Friday, February 24, 2012

Rafael Soriano- Do We Get a Mulligan?


Few signings have come under more scrutiny over the past few years than Rafael Soriano's 3 year $35 million dollar deal before the 2011 season.  Brought on to be the infamous "8th inning guy" (because we know Girardi loves to assign relief pitchers to innings instead of use based on leverage), Soriano has sorely disappointed, and just is not the pitcher the Yankees thought he was.

This signing was perplexing at the time as Cashman recently said, “I used to sign (Paul) Quantrill, (Steve) Karsay, Gabe White, all these veteran relievers,”said Brian Cashman earlier this week. “Now, our bullpen, for the most part, is homegrown or low-risk guys like Cory Wade who we popped off the waiver wire. The bullpen has become a cheap thing for me.”  
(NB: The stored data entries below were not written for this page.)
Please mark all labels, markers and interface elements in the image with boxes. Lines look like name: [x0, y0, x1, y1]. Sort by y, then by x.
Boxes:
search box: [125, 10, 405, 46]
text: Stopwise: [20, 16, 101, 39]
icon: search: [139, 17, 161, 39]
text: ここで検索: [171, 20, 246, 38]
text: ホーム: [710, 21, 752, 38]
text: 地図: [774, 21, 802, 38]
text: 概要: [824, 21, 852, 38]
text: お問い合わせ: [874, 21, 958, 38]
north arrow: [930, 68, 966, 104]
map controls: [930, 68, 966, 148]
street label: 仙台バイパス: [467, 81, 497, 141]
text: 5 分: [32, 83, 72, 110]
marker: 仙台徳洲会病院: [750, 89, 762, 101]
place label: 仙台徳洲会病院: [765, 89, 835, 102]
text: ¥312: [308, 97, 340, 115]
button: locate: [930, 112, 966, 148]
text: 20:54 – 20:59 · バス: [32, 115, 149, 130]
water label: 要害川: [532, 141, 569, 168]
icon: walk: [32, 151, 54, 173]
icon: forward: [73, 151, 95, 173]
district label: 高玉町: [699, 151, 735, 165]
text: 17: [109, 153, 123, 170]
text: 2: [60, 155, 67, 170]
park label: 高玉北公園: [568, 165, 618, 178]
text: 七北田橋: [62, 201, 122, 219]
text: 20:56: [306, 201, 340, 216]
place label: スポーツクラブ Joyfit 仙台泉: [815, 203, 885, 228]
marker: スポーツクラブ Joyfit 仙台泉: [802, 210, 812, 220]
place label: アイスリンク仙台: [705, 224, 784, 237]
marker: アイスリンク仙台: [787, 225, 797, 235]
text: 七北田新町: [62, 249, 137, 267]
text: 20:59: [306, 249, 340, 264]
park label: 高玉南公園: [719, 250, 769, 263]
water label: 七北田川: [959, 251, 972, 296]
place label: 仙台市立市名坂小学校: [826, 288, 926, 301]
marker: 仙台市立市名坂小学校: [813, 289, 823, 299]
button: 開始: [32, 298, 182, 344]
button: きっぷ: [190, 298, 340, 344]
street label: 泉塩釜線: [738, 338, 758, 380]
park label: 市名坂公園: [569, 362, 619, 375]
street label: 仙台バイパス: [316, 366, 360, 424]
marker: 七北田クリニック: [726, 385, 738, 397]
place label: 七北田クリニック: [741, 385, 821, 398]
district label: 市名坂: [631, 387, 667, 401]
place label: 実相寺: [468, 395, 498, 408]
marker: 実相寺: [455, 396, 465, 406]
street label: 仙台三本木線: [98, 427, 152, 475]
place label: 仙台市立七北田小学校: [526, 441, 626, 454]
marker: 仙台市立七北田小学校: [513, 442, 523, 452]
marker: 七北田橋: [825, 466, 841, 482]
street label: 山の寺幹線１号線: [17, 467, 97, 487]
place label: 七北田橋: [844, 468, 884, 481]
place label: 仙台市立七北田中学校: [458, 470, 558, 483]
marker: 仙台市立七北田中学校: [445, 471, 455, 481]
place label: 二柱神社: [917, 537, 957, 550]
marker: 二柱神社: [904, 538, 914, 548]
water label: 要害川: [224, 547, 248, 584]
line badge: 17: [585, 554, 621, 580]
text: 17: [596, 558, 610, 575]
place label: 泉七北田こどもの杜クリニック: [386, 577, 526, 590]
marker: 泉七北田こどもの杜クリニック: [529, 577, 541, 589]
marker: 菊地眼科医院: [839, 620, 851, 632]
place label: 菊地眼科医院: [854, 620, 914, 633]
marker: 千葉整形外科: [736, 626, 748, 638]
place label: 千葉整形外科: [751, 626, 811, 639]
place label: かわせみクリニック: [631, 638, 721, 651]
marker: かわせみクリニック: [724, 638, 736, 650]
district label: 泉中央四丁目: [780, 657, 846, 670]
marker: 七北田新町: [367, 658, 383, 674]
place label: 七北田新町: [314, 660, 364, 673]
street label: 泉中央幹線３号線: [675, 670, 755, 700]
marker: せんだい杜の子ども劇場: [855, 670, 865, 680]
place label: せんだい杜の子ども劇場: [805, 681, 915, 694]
Clearly Cashman has realized a very important aspect of building a team, relief pitchers are unpredictable and unreliable and therefore unworthy of multi-year 7 figure deals.  Of course with pushy upper management such as Levine and Steinbrenner, Cashman isn't the final decision maker.  That is why the GM is the GM and the owner is the owner, but its not something that can be/will be changed anytime soon.


Soriano has vastly underperformed as a Yankee, but what did he do to get this huge deal? For one the Rays have had an affinity for producing one year wonder relief pitchers, probably as a result of pitching coach Jim Hickey.  Soriano had a great 2010, not even I can deny that, but there were red flags everywhere as his peripheral stats were in for some serious regression.  His 45 saves (blah) and 1.73 ERA looked great, so did the 4/1 K/BB ratio, but other than that Yankee ownership should have thought more of what he will provide from here on instead of paying for a career year.  Soriano had a .199 BABIP, extraordinarily low and as we know a guarantee to bounce back to the normal .300 range.  That has a huge impact on a pitcher's value and surely Cashman saw this and wanted to stay as far away as possible.  Also Soriano had just a 35.2% GB rate, something that can fly in Tropicana, but not at Yankee Stadium.  To go along with being a fly ball pitcher he posted just a 4.8% FB/HR rate, almost 3% below his career average, and also a number that can easily be inflated in years to come at a smaller ballpark.  His FIP (2.81) and xFIP (3.62) were also clear indicators of his true performance rather than the tiny ERA he posted.  As we know ERA and saves are terrible measures to use in evaluating and signing a player, Cashman knew of this and smartly avoided this, but Randy Levine just could not restrain himself from making at least one big free agent signing in the off season.  


Even after being a very useful pitcher in 2010, 62 IP and a sub 2 ERA lead to just 1.5 WAR.  Relief pitchers have marginal value in comparison to starters/position players, and their salaries should be reflective of that value.  Even in a year such as Soriano's 2010, he was worth only $7.5-8 million.  To pay roughly $12 million for just .3 WAR last year is sickening, and a waste of precious funds.  $12 Million even for 1.5 WAR is still asinine.  Surely many of us would do anything to take the way-back machine and kidnap Randy Levine to avoid this signing, but we'e stuck.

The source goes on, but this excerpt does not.